Hearing that statement sent a stab of pain into Stacy. “Gavin had nothing to do with it. I did this on my own. Alone.”
Diana shrugged. “He’ll have to prove it.”
The silence between them returned. This time, it hung over the room like a thick fog.
Diana pushed her seat closer to the desk and leaned forward, her chin resting a few inches from the surface.
“Stacy, look at me.”
Stacy brushed away another tear and looked up.
Diana’s lips collapsed into a stressed, hard line. “I can’t protect you this time.”
At hearing those words, Stacy recoiled. At that moment, Stacy wanted Diana to reach into her and tell her that what happened couldn’t be the end of her career. Everything could be explained and justified. Stacy dismissed the thought. It was a selfish one and went against the evidence. Too much had already happened, and there would be more to come.
Stacy looked at Diana, who had leaned back in the chair and begun shuffling papers on her desk—a sign the meeting was over. Stacy sat at the edge of the seat and bent down to take the postcard from the floor. The bag crinkled, but Diana didn’t look up.
Despair overwhelmed her. Stacy wanted to tell Diana about what Brandon had said about the protection-for-hire drug racket, how cops from CPD were engaged in it, and how Chance had been blackmailed into taking the photos. And there was possible evidence of it all.

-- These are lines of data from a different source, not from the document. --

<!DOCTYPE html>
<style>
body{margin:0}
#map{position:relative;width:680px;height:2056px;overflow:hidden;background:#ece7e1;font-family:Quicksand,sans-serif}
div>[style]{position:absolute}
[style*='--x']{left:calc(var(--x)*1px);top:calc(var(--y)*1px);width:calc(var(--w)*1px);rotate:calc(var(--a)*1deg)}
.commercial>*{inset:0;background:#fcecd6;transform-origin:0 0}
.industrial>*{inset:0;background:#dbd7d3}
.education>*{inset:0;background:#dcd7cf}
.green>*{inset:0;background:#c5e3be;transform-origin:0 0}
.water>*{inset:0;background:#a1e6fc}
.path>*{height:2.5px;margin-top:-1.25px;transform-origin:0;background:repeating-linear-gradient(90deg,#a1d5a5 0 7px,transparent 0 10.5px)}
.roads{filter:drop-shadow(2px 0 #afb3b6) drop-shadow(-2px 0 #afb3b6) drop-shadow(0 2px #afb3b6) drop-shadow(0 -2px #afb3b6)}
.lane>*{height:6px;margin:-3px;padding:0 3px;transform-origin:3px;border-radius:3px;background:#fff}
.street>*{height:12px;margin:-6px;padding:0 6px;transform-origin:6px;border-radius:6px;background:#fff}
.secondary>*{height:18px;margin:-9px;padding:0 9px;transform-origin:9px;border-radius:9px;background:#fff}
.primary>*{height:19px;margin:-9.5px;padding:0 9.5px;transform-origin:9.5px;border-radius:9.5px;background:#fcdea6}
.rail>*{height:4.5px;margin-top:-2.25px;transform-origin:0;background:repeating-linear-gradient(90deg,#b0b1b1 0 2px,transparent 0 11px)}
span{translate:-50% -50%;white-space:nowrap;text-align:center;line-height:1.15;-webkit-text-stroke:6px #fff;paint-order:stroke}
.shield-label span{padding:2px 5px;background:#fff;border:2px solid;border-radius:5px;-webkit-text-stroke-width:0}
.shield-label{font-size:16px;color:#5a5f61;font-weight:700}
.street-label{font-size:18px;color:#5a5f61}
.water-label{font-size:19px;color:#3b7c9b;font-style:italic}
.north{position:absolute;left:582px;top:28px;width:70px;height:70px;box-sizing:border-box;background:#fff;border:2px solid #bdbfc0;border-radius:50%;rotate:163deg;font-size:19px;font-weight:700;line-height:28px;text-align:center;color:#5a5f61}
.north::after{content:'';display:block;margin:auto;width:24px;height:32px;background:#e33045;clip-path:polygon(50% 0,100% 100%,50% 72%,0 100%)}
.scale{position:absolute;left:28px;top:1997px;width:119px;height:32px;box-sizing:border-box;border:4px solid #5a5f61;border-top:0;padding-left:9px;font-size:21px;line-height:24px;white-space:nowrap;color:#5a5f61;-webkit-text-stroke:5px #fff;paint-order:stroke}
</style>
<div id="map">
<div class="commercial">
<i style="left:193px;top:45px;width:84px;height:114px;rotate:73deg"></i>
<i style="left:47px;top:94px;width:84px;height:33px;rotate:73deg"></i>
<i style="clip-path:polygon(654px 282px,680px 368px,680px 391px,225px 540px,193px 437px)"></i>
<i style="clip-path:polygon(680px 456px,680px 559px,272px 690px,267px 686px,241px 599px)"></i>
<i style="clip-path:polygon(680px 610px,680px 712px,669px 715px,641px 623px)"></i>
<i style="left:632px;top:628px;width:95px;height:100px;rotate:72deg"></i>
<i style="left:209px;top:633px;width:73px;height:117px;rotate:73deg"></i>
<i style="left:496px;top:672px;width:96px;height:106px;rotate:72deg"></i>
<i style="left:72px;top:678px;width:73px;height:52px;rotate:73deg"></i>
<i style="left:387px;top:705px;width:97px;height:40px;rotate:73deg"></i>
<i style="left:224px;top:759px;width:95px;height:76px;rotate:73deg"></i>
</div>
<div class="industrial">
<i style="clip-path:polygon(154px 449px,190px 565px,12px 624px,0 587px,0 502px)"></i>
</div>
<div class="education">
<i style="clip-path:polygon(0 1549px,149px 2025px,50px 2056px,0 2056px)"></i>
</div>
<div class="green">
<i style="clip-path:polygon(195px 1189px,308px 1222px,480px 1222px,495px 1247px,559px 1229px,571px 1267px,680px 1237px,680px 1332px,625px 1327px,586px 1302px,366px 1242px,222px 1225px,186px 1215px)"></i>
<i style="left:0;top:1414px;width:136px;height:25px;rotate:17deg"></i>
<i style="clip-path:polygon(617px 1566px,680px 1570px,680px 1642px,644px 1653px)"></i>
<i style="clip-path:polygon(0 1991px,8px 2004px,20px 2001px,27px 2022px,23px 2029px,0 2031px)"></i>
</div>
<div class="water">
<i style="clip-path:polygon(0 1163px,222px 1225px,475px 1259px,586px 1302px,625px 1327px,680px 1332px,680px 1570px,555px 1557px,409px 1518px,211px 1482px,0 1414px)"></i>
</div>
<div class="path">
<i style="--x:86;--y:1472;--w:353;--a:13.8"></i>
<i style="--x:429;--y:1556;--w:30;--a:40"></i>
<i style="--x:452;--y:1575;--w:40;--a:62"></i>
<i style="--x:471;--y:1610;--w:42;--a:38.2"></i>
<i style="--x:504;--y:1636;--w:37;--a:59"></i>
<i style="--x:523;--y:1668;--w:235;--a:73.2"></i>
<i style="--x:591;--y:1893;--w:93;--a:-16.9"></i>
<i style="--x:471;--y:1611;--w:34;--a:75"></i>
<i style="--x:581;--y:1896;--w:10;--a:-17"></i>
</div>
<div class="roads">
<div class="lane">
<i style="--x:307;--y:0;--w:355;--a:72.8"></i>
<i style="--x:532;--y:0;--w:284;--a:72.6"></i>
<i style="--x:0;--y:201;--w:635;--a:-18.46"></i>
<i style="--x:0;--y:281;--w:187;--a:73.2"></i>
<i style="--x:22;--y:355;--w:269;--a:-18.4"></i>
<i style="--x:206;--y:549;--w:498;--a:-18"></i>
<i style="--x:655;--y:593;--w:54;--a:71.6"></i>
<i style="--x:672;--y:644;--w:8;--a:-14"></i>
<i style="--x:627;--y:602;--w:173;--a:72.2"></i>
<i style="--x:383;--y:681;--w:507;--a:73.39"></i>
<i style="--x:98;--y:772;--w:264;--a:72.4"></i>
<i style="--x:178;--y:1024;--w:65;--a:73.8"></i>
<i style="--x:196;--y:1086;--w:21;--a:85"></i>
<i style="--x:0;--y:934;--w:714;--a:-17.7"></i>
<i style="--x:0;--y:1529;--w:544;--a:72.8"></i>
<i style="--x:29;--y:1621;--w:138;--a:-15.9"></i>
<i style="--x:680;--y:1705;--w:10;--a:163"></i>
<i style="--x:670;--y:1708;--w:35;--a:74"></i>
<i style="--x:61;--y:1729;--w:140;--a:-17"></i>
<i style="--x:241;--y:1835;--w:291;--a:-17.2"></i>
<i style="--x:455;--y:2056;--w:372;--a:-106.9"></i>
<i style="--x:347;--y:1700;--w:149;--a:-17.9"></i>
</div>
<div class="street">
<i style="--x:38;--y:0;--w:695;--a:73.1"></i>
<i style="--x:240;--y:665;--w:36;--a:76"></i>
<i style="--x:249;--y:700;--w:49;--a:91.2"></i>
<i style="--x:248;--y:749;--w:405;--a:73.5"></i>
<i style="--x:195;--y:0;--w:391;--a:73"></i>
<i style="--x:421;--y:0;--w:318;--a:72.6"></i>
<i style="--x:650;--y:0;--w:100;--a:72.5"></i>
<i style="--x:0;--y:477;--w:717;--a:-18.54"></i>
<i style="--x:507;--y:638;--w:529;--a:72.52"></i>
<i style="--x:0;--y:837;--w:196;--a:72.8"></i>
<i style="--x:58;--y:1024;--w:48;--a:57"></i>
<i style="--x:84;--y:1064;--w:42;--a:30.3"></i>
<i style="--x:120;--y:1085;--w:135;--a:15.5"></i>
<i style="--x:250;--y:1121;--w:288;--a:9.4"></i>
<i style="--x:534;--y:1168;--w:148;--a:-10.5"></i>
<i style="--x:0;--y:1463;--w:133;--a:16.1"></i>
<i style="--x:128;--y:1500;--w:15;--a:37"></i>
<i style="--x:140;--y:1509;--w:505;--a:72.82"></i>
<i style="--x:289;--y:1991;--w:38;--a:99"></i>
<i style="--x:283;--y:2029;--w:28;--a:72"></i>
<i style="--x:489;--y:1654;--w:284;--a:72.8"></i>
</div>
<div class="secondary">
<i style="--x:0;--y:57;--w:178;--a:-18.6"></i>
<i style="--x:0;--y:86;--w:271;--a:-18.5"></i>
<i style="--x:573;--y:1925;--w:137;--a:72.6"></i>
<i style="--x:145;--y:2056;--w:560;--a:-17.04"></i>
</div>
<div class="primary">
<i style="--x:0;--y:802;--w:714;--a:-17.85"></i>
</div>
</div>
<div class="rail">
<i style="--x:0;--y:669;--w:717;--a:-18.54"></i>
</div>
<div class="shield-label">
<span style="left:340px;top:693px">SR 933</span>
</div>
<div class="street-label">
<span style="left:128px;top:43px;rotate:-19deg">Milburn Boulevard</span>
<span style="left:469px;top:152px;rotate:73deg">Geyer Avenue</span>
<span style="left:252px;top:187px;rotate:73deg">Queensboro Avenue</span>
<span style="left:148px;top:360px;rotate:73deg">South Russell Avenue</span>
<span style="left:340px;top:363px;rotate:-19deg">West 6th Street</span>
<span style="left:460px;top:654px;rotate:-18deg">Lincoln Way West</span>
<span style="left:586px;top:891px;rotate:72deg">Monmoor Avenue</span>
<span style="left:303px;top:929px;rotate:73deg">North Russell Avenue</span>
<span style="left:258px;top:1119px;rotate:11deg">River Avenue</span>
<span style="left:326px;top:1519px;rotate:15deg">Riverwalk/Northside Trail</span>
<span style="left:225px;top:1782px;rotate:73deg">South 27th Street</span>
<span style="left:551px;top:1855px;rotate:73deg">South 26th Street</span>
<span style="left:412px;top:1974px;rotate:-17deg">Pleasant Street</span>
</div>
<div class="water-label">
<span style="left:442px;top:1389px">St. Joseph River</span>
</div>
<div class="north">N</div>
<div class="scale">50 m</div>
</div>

Telling the captain was a way forward that could put some space between Stacy and what was to come, but these thoughts slipped to black in her mind. With the pictures from Chance’s camera missing, Stacy’s words would be taken as hearsay or conjecture. Diana or anyone else could quickly charge Stacy with deflecting blame from her brother and herself by turning on a dead dirty cop. If Diana were right, everything would come out during depositions and hearings in front of an Internal Affairs panel.
Her despair now became a heady blackness. Stacy stumbled up from the chair. Her phone chirped in her pocket. “I need to go,” she told Diana, her voice pinched.
By the time Stacy made it back to her desk, Austin was standing in the corridor talking to someone.
Stacy looked over at Austin, but her partner looked away.
“Lieutenant, thank goodness.”
Stacy jumped, startled by the sudden presence of Chad Means, clearly agitated and in need of her focus.
Chad took a breath and gained his composure. The intensity of his gaze and taut tone of his voice meant something had happened.
“Charlie and I just got back from watching the Maria Fernandez house. We saw her come out, pick up something from the front porch, then shut the door and turn on the porch light.”
Stacy set her jaw. “What did she pick up?”
“We couldn’t tell, but it looked like an envelope of money. She flipped through it, and it looked like she took some green pieces of paper out of the folder. Someone came by earlier in the day to drop it off, but we didn’t get a good look at the person.”
Austin dropped his head and finally tossed a look at Stacy. “It’s time to go pay a visit to Ms. Fernandez.”